17/07/2014 10:53 EDT | Actualisé 16/09/2014 05:12 EDT

MONTRÉAL - Il aura fallu un an d'enquête, mais les policiers ont fini par démanteler un réseau de vols de véhicules de luxe au Québec et en Ontario et dont le butin était destiné vers l'Afrique par conteneurs via le Port de Montréal.

Quatre personnes ont été arrêtées alors que deux autres étaient activement recherchées dans le cadre d'une vaste opération policière amorcée vers 6h00 jeudi matin.

L'opération impliquait notamment des enquêteurs de l'Équipe nationale des enquêtes portuaires (ENEP) de la GRC et de l'Agence des services frontaliers du Canada (ASFC).

Les policiers ont intercepté neuf conteneurs au Port de Montréal en cours d'enquête dans lesquels se trouvaient une quarantaine de voitures volées, dont la valeur s'élevait à environ un million de dollars.

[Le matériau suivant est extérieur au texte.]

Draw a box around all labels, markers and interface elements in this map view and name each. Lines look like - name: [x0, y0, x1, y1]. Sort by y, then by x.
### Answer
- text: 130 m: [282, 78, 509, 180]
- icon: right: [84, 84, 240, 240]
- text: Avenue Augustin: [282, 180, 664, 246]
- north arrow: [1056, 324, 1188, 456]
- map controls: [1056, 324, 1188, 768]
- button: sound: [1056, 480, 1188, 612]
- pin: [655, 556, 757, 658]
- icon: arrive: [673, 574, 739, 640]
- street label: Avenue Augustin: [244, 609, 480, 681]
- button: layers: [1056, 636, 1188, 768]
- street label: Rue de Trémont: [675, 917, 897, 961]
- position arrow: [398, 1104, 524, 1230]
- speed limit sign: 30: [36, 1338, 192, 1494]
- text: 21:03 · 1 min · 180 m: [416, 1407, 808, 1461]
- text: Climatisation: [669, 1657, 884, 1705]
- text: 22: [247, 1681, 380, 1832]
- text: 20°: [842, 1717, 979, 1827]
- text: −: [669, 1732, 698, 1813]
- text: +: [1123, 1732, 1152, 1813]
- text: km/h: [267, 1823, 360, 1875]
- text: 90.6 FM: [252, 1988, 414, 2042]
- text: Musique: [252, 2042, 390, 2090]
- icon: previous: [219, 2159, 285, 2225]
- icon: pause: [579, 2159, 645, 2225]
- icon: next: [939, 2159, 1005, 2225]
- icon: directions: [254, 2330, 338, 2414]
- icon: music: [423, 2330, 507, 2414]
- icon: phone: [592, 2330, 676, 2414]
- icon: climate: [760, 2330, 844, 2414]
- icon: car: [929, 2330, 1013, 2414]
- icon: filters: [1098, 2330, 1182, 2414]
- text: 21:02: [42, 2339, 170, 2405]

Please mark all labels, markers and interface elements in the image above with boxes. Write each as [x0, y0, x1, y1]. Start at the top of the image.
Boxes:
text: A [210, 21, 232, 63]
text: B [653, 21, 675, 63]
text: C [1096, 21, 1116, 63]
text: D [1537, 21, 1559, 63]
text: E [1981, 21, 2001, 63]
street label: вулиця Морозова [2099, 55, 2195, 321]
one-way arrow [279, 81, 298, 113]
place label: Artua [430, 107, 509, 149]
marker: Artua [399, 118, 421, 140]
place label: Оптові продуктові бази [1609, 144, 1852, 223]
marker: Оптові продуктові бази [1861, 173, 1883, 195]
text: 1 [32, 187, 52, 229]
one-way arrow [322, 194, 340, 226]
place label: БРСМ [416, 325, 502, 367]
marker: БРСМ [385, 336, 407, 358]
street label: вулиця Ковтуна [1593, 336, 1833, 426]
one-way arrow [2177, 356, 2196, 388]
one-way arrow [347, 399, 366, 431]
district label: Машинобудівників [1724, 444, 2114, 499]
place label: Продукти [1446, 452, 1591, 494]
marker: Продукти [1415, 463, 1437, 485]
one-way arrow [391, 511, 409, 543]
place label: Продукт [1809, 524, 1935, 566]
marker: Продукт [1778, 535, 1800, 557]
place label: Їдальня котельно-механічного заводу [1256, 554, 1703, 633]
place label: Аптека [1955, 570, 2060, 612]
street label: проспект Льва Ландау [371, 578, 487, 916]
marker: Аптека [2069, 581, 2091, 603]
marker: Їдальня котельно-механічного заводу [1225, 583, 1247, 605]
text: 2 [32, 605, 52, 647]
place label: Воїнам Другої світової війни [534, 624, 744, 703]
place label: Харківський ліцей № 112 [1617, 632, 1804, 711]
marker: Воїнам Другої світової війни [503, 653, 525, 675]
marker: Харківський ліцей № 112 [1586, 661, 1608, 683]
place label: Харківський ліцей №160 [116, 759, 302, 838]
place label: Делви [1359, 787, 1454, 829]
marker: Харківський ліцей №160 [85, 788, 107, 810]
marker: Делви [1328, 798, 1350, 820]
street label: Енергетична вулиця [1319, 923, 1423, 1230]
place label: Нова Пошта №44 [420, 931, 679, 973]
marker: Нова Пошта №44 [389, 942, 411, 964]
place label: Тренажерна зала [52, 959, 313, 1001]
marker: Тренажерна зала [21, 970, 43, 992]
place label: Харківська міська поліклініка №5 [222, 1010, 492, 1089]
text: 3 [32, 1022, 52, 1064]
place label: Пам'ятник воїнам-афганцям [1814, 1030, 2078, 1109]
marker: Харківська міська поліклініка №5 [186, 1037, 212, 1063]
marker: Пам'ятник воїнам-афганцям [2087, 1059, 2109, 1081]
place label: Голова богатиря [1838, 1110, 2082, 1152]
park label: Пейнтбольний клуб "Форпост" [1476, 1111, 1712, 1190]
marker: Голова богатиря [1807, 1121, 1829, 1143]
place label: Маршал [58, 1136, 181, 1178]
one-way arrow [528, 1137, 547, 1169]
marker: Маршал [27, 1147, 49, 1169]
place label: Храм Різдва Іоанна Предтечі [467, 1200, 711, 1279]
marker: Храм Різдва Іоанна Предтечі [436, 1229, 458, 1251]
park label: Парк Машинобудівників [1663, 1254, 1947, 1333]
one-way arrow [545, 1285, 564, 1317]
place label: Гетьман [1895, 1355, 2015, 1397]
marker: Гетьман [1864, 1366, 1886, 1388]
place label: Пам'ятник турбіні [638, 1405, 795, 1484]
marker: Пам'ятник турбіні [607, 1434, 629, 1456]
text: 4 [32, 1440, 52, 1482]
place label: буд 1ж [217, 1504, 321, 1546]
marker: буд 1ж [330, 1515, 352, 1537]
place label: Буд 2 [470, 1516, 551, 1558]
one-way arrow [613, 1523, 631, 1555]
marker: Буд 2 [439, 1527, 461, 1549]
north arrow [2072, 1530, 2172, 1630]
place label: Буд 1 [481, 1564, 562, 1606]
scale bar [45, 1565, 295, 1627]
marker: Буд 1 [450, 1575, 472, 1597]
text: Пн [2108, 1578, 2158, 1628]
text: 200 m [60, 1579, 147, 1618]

Il s'agissait de véhicules de luxe de marque Toyota, Lexus et Acura de même qu'un bateau volé.

Une dizaine de mandats de perquisitions ont été obtenus et utilisés depuis le début de l'enquête.

Les personnes épinglées jeudi s'exposent à une kyrielle de chefs d'accusations, d'autant plus que l'enquête policière a mis au jour les activités d'un réseau criminel sophistiqué.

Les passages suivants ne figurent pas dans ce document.